**Purpose**: This document hopes to address concerns about data loss when merging the 10-K filings + metrics, including:
1. Losing ~30% of the 10-K filings
2. Losing ~5% of our stock metrics

**TL;DR** (read the document for graphs/methods):

* **10-K Filings**
     - 5% of 10-k filings are lost outright because they have CIKs not found in metrics
     - Of the other 95%, 16% of the time we have data for 10-K filings but not the predictions for a given (CIK,Year). This accounts for 15% (.95 * .16) of initial 10-k filing rows.
     - Overall, 20% of the loss is due to there not being matching data

* **Stock Metrics**
    - Around 0.5% of the metrics are lost because the CIK is not found in 10-K filings
    - Of the other 99.5%, 2.5%-4.5% (Depending on what column we consider to be the year) of the time we have data for the metric but not the predictions for a given (CIK,Year)
    - Overall, 3%-5% of the loss is due to there not being matching data
    
- Joining on different column combinations (using CIK + filing_date, year, or filing_year) makes little difference.
- During preprocessing, grouping by CIK and using latest record removes 2% of the text rows. Even if we picked the wrong record every time this wouldn't be significant enough to explain the rest of our errors.

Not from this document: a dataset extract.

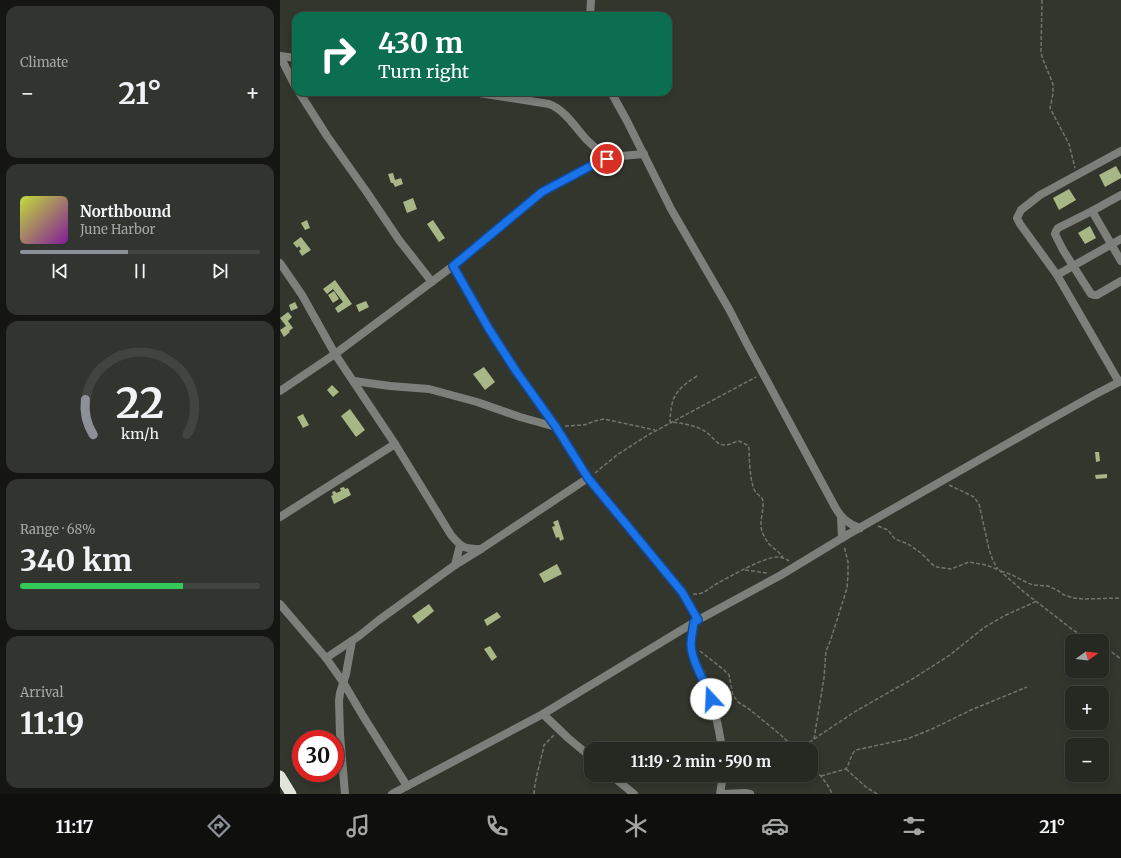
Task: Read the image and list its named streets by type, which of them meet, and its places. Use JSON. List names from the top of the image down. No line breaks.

**Maybe a different way of combining this data is needed. Still 10% of the 10-K filings and 0%-2% of the stock metrics unaccounted for.**
- Note that in this code metrics/prediction refer to the stock events, while 10-k/text refer to the 10-k data

In [1]:
import pandas as pd
import numpy as np
from gensim.parsing.preprocessing import preprocess_string, remove_stopwords, strip_numeric, strip_punctuation, strip_short, stem_text
import matplotlib.pyplot as plt
import seaborn as sns

# Preprocess 10-K filings

In [2]:
# Load CSV
data_by_year = {}
relevant_cols = ["cik", "ticker", "filing_date", "item1a_risk", "item7_mda"]
path = "../Files/"
for year in range(2009,2021):
    data_by_year[year] = pd.read_csv(path + str(year) + ".csv", usecols=relevant_cols)
    data_by_year[year] = data_by_year[year].dropna(subset=['cik', 'item1a_risk', 'item7_mda']).drop_duplicates()
    data_by_year[year]["filing_date"] = pd.to_datetime(data_by_year[year]["filing_date"])
    data_by_year[year]["year"] = year
    data_by_year[year]["filing_year"] =  pd.DatetimeIndex(data_by_year[year]["filing_date"]).year

ParserError: Error tokenizing data. C error: out of memory

In [None]:
# Dirty logic for collapsing groups. Reformat as needed - currently pretty dumb
def collapse_cik_groups(grp):
    if len(grp) > 1:
        """ If the 1a and 7 text is the same, take the most recent (regardless of ticker)"""
        if (grp.iloc[0,3] == grp["item1a_risk"]).all() and (grp.iloc[0,3] == grp["item7_mda"]).all():
            # Seems like its sorted by filing_date originally - just take the last
            return grp.iloc[-1,:]
        else:
            """For now, just return the most recent"""
            return grp.iloc[-1,:]
    else:
        return grp.squeeze()

pre_grouping_sizes = []
post_grouping_sizes = []

for year in range(2009,2021):
    pre_grouping_sizes.append(len(data_by_year[year]))
    data_by_year[year] = data_by_year[year].groupby("cik").apply(lambda grp: collapse_cik_groups(grp)).reset_index(drop=True)
    post_grouping_sizes.append(len(data_by_year[year])) 

In [None]:
# Output some metrics on data-loss
for pre_size, post_size, year in zip(pre_grouping_sizes, post_grouping_sizes, list(range(2009,2021))):
    num_lost = pre_size - post_size
    percent_lost = float(num_lost) / float(pre_size)
    display("{:n} lost {:.2%}, {} rows total".format(year, percent_lost, num_lost))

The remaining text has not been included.